The word is as ugly as the concept. What is pedagogy? It is a misguided attempt to fix and quantify the art of teaching and guiding young musicians. Teaching is a creative process between two people, the teacher or mentor and the student, constantly changing, evolving, exploring, creating, experimenting. When we attempt to analyse it, fix it, pin it down with rules, fragment and quantify it, we kill it. We cannot pin down the butterfly without killing it.

Pedagogy can be defined as the method and practice of teaching. Chopin had something to say on the subject:
"People have tried out all kinds of methods of learning to play the piano, methods that are tedious and useless, and have nothing to do with the study of the instrument."



Pedagogy feeds our illusion that by taking apart, analysing, compartmentalising the teaching of great teachers, we can learn from this study. But we are left, not with wisdom or understanding, but with fragments, bits of information, meaningless without context. We are in the world of the left hemisphere of our brains.

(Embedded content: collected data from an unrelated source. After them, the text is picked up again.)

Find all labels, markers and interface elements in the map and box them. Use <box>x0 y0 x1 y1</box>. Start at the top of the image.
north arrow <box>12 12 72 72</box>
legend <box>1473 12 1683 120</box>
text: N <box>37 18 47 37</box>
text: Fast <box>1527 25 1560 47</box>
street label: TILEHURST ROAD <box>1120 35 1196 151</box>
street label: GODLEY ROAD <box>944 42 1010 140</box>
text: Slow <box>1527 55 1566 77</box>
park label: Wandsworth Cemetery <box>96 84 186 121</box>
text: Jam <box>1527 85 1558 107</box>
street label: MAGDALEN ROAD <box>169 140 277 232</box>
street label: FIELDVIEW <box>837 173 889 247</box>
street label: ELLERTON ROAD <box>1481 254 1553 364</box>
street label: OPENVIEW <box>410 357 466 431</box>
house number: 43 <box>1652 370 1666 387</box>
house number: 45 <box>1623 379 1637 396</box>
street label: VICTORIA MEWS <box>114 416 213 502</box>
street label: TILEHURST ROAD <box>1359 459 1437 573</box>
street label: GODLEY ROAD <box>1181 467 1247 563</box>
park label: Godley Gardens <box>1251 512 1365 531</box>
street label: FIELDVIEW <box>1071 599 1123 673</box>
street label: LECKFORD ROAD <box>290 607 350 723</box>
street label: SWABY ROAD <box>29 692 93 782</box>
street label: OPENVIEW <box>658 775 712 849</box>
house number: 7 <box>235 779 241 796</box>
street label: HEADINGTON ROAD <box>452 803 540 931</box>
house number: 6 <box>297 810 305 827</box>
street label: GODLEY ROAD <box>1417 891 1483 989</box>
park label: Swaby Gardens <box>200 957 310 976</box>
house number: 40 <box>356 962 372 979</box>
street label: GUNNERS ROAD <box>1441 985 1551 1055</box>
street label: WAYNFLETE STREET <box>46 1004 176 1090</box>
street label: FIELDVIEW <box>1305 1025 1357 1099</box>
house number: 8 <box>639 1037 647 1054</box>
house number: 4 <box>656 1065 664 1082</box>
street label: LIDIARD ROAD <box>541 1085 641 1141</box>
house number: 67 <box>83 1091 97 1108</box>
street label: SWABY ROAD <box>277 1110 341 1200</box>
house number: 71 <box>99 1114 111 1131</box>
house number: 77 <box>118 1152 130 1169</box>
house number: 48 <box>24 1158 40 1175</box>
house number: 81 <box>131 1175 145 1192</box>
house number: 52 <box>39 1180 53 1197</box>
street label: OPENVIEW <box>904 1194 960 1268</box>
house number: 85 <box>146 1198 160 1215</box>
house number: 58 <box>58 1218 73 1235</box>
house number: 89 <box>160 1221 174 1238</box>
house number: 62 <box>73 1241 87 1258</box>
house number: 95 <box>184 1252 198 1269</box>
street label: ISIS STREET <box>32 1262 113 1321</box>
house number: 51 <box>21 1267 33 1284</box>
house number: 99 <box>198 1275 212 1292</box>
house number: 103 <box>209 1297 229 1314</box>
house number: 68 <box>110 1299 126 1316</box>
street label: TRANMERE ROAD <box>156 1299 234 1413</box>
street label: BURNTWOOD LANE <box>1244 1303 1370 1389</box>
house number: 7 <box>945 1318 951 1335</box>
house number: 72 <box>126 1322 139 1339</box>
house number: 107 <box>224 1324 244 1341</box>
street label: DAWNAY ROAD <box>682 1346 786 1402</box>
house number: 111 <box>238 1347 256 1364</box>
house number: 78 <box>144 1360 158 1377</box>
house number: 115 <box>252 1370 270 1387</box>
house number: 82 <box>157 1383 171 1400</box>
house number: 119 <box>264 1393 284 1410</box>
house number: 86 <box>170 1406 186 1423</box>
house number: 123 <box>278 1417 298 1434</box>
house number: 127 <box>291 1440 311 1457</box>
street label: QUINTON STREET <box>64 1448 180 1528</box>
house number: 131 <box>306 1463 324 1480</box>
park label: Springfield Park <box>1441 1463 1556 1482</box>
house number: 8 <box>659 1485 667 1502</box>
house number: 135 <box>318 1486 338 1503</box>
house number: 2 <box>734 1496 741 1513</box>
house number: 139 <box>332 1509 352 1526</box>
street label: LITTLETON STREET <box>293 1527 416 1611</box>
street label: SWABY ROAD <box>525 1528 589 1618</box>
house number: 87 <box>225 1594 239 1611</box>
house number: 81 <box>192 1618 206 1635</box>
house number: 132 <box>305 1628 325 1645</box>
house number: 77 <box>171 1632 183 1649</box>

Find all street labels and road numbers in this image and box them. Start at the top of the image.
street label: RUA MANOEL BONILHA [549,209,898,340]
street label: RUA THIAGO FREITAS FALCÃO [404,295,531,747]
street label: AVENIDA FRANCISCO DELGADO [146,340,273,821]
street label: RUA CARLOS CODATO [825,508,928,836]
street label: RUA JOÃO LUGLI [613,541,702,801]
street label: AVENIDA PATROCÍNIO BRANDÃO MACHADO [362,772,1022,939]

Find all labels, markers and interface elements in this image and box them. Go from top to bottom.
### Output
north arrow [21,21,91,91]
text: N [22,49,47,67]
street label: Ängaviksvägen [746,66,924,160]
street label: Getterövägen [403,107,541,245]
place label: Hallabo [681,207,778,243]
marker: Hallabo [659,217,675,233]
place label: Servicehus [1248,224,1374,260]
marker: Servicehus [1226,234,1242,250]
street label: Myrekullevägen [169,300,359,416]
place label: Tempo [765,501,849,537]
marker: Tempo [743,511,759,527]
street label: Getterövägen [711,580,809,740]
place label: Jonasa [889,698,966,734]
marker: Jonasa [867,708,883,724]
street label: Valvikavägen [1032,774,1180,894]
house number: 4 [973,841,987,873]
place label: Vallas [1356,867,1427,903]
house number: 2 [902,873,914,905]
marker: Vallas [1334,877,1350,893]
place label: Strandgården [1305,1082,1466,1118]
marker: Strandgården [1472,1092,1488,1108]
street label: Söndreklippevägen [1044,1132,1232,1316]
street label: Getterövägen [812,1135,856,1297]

It was a revelation for me to attend, some years ago, lectures given by the eminent neuro-scientist, Dr. Ian McGilchrist, who is the leading authority on the hemispheres of the brain.

In his masterly book, The Master and the Emissary, McGilchrist has much to say that is revelatory to musicians.

People have long since held a very simplistic view of the left and right hemispheres of the brain. McGilchrist explains that the now outdated view of the left hemisphere as being concerned with language and reason, and the right hemisphere with imagination and feeling, is incorrect. Both hemispheres deal with everything. It is not a question of what they do, but how they do it.

The left hemisphere takes things out of context to examine the component parts, to analyse, abstract, compartmentalise. This is a necessary part of studying, to examine in detail, but if we lose touch with the context, as is increasingly the case in our modern world and systems of education, we are left with just pieces, bits which have no meaning without a context. It is the right hemisphere which provides the context, sees the broader picture, makes connections, and allows us to experience those dawning moments when knowledge becomes understanding.